● **To do**: Return all of the entries exactly, with nothing added or left out.

● **Dataset**:

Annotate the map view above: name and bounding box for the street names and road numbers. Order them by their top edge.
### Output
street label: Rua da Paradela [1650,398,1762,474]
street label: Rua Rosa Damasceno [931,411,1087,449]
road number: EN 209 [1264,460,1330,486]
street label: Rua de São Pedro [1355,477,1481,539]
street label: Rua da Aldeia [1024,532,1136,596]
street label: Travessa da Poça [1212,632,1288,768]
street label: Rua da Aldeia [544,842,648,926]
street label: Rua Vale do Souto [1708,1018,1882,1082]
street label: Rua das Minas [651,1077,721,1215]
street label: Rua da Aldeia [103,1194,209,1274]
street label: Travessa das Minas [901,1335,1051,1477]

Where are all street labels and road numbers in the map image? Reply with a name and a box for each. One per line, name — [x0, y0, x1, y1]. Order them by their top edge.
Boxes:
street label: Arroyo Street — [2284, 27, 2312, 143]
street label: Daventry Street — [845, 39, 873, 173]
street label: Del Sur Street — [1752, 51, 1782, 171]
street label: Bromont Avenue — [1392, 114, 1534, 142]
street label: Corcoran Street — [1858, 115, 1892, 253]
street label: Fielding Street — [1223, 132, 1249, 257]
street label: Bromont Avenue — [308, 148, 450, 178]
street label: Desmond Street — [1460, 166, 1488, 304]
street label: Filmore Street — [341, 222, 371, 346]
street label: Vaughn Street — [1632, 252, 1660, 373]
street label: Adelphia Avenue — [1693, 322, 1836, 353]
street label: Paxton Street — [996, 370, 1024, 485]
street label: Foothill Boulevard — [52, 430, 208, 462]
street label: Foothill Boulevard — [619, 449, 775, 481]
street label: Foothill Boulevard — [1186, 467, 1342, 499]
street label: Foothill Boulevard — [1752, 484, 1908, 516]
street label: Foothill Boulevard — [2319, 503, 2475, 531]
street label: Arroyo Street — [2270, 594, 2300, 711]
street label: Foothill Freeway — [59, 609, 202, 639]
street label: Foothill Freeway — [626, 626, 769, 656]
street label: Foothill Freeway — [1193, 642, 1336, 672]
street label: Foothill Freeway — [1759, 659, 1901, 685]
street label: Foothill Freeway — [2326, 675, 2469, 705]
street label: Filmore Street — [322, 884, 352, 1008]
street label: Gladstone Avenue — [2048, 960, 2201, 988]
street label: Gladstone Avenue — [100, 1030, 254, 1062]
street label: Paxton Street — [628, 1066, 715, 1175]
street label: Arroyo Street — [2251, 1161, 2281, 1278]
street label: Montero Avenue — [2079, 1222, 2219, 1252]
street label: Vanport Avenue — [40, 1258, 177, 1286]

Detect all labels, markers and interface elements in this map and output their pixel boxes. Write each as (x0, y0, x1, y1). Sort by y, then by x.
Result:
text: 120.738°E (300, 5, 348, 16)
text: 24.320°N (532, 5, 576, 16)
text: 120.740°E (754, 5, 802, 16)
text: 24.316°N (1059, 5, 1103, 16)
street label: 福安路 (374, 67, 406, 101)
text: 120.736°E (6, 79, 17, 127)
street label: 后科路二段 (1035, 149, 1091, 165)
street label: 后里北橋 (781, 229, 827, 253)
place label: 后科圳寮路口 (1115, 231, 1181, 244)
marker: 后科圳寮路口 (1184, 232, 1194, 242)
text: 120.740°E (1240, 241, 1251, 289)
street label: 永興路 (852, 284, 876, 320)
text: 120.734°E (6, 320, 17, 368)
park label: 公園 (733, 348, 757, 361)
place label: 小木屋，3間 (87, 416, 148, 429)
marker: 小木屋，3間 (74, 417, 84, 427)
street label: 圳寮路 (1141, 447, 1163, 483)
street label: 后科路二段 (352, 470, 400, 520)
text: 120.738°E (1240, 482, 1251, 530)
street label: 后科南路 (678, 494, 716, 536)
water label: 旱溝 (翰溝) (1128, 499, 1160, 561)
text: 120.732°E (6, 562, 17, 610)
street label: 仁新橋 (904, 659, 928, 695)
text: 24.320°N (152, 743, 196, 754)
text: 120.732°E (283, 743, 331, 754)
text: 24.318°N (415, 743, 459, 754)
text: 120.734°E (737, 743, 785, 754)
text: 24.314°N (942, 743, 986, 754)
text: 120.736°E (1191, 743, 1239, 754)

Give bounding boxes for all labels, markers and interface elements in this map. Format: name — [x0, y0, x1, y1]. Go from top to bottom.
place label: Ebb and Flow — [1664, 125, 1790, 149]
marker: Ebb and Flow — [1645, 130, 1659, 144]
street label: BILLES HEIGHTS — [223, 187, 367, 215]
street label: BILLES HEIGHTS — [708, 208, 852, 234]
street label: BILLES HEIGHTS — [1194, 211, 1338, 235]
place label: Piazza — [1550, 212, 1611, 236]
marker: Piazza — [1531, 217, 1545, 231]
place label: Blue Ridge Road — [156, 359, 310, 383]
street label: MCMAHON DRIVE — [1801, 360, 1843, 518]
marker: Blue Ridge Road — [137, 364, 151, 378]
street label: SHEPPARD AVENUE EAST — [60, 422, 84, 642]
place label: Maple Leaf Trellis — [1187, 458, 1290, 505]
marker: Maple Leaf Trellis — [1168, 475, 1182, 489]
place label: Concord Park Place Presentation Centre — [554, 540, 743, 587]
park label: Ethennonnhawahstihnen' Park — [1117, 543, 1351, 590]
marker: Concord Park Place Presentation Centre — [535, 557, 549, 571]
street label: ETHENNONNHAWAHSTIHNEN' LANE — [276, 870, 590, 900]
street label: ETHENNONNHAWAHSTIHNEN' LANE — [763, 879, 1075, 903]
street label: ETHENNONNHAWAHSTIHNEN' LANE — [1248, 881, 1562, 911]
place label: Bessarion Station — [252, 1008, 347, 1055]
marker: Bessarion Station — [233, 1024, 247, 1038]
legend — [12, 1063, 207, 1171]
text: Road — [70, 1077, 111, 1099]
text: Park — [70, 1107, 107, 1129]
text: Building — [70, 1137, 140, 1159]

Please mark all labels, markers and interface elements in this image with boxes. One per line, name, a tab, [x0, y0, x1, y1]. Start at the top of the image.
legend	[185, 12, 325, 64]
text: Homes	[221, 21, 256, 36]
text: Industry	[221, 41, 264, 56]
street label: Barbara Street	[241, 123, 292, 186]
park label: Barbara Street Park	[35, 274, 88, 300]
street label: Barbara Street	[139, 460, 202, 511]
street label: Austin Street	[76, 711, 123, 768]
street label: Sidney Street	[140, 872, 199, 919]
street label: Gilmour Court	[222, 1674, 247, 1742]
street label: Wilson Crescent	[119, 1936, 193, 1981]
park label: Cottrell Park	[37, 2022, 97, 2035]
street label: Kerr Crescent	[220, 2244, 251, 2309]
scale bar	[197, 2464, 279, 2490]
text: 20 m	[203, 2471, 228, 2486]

● **Solved problem**:
Annotate the map view above: name and bounding box for the street names and road numbers. Order them by their top edge.
### Output
street label: Rua da Paradela [1650,398,1762,474]
street label: Rua Rosa Damasceno [931,411,1087,449]
road number: EN 209 [1264,460,1330,486]
street label: Rua de São Pedro [1355,477,1481,539]
street label: Rua da Aldeia [1024,532,1136,596]
street label: Travessa da Poça [1212,632,1288,768]
street label: Rua da Aldeia [544,842,648,926]
street label: Rua Vale do Souto [1708,1018,1882,1082]
street label: Rua das Minas [651,1077,721,1215]
street label: Rua da Aldeia [103,1194,209,1274]
street label: Travessa das Minas [901,1335,1051,1477]

Where are all street labels and road numbers in the map image? Reply with a name and a box for each. One per line, name — [x0, y0, x1, y1]. Order them by their top edge.
Boxes:
street label: Arroyo Street — [2284, 27, 2312, 143]
street label: Daventry Street — [845, 39, 873, 173]
street label: Del Sur Street — [1752, 51, 1782, 171]
street label: Bromont Avenue — [1392, 114, 1534, 142]
street label: Corcoran Street — [1858, 115, 1892, 253]
street label: Fielding Street — [1223, 132, 1249, 257]
street label: Bromont Avenue — [308, 148, 450, 178]
street label: Desmond Street — [1460, 166, 1488, 304]
street label: Filmore Street — [341, 222, 371, 346]
street label: Vaughn Street — [1632, 252, 1660, 373]
street label: Adelphia Avenue — [1693, 322, 1836, 353]
street label: Paxton Street — [996, 370, 1024, 485]
street label: Foothill Boulevard — [52, 430, 208, 462]
street label: Foothill Boulevard — [619, 449, 775, 481]
street label: Foothill Boulevard — [1186, 467, 1342, 499]
street label: Foothill Boulevard — [1752, 484, 1908, 516]
street label: Foothill Boulevard — [2319, 503, 2475, 531]
street label: Arroyo Street — [2270, 594, 2300, 711]
street label: Foothill Freeway — [59, 609, 202, 639]
street label: Foothill Freeway — [626, 626, 769, 656]
street label: Foothill Freeway — [1193, 642, 1336, 672]
street label: Foothill Freeway — [1759, 659, 1901, 685]
street label: Foothill Freeway — [2326, 675, 2469, 705]
street label: Filmore Street — [322, 884, 352, 1008]
street label: Gladstone Avenue — [2048, 960, 2201, 988]
street label: Gladstone Avenue — [100, 1030, 254, 1062]
street label: Paxton Street — [628, 1066, 715, 1175]
street label: Arroyo Street — [2251, 1161, 2281, 1278]
street label: Montero Avenue — [2079, 1222, 2219, 1252]
street label: Vanport Avenue — [40, 1258, 177, 1286]

Detect all labels, markers and interface elements in this map and output their pixel boxes. Write each as (x0, y0, x1, y1). Sort by y, then by x.
Result:
text: 120.738°E (300, 5, 348, 16)
text: 24.320°N (532, 5, 576, 16)
text: 120.740°E (754, 5, 802, 16)
text: 24.316°N (1059, 5, 1103, 16)
street label: 福安路 (374, 67, 406, 101)
text: 120.736°E (6, 79, 17, 127)
street label: 后科路二段 (1035, 149, 1091, 165)
street label: 后里北橋 (781, 229, 827, 253)
place label: 后科圳寮路口 (1115, 231, 1181, 244)
marker: 后科圳寮路口 (1184, 232, 1194, 242)
text: 120.740°E (1240, 241, 1251, 289)
street label: 永興路 (852, 284, 876, 320)
text: 120.734°E (6, 320, 17, 368)
park label: 公園 (733, 348, 757, 361)
place label: 小木屋，3間 (87, 416, 148, 429)
marker: 小木屋，3間 (74, 417, 84, 427)
street label: 圳寮路 (1141, 447, 1163, 483)
street label: 后科路二段 (352, 470, 400, 520)
text: 120.738°E (1240, 482, 1251, 530)
street label: 后科南路 (678, 494, 716, 536)
water label: 旱溝 (翰溝) (1128, 499, 1160, 561)
text: 120.732°E (6, 562, 17, 610)
street label: 仁新橋 (904, 659, 928, 695)
text: 24.320°N (152, 743, 196, 754)
text: 120.732°E (283, 743, 331, 754)
text: 24.318°N (415, 743, 459, 754)
text: 120.734°E (737, 743, 785, 754)
text: 24.314°N (942, 743, 986, 754)
text: 120.736°E (1191, 743, 1239, 754)

Give bounding boxes for all labels, markers and interface elements in this map. Format: name — [x0, y0, x1, y1]. Go from top to bottom.
place label: Ebb and Flow — [1664, 125, 1790, 149]
marker: Ebb and Flow — [1645, 130, 1659, 144]
street label: BILLES HEIGHTS — [223, 187, 367, 215]
street label: BILLES HEIGHTS — [708, 208, 852, 234]
street label: BILLES HEIGHTS — [1194, 211, 1338, 235]
place label: Piazza — [1550, 212, 1611, 236]
marker: Piazza — [1531, 217, 1545, 231]
place label: Blue Ridge Road — [156, 359, 310, 383]
street label: MCMAHON DRIVE — [1801, 360, 1843, 518]
marker: Blue Ridge Road — [137, 364, 151, 378]
street label: SHEPPARD AVENUE EAST — [60, 422, 84, 642]
place label: Maple Leaf Trellis — [1187, 458, 1290, 505]
marker: Maple Leaf Trellis — [1168, 475, 1182, 489]
place label: Concord Park Place Presentation Centre — [554, 540, 743, 587]
park label: Ethennonnhawahstihnen' Park — [1117, 543, 1351, 590]
marker: Concord Park Place Presentation Centre — [535, 557, 549, 571]
street label: ETHENNONNHAWAHSTIHNEN' LANE — [276, 870, 590, 900]
street label: ETHENNONNHAWAHSTIHNEN' LANE — [763, 879, 1075, 903]
street label: ETHENNONNHAWAHSTIHNEN' LANE — [1248, 881, 1562, 911]
place label: Bessarion Station — [252, 1008, 347, 1055]
marker: Bessarion Station — [233, 1024, 247, 1038]
legend — [12, 1063, 207, 1171]
text: Road — [70, 1077, 111, 1099]
text: Park — [70, 1107, 107, 1129]
text: Building — [70, 1137, 140, 1159]

Please mark all labels, markers and interface elements in this image with boxes. One per line, name, a tab, [x0, y0, x1, y1]. Start at the top of the image.
legend	[185, 12, 325, 64]
text: Homes	[221, 21, 256, 36]
text: Industry	[221, 41, 264, 56]
street label: Barbara Street	[241, 123, 292, 186]
park label: Barbara Street Park	[35, 274, 88, 300]
street label: Barbara Street	[139, 460, 202, 511]
street label: Austin Street	[76, 711, 123, 768]
street label: Sidney Street	[140, 872, 199, 919]
street label: Gilmour Court	[222, 1674, 247, 1742]
street label: Wilson Crescent	[119, 1936, 193, 1981]
park label: Cottrell Park	[37, 2022, 97, 2035]
street label: Kerr Crescent	[220, 2244, 251, 2309]
scale bar	[197, 2464, 279, 2490]
text: 20 m	[203, 2471, 228, 2486]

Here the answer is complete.